-- Data follows --

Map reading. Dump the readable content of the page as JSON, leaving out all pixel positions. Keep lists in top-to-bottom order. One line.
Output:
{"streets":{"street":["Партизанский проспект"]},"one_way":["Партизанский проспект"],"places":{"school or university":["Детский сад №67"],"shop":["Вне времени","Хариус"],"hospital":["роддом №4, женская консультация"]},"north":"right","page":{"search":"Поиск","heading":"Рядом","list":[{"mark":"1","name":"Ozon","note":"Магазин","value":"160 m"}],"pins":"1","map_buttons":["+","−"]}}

-- Data concluded --

#### [Activity]
Top to bottom, set down the whole listing exactly.

#### [Task solution]
Map reading. Dump the readable content of the page as JSON, leaving out all pixel positions. Keep lists in top-to-bottom order. One line.
Output:
{"streets":{"street":["Партизанский проспект"]},"one_way":["Партизанский проспект"],"places":{"school or university":["Детский сад №67"],"shop":["Вне времени","Хариус"],"hospital":["роддом №4, женская консультация"]},"north":"right","page":{"search":"Поиск","heading":"Рядом","list":[{"mark":"1","name":"Ozon","note":"Магазин","value":"160 m"}],"pins":"1","map_buttons":["+","−"]}}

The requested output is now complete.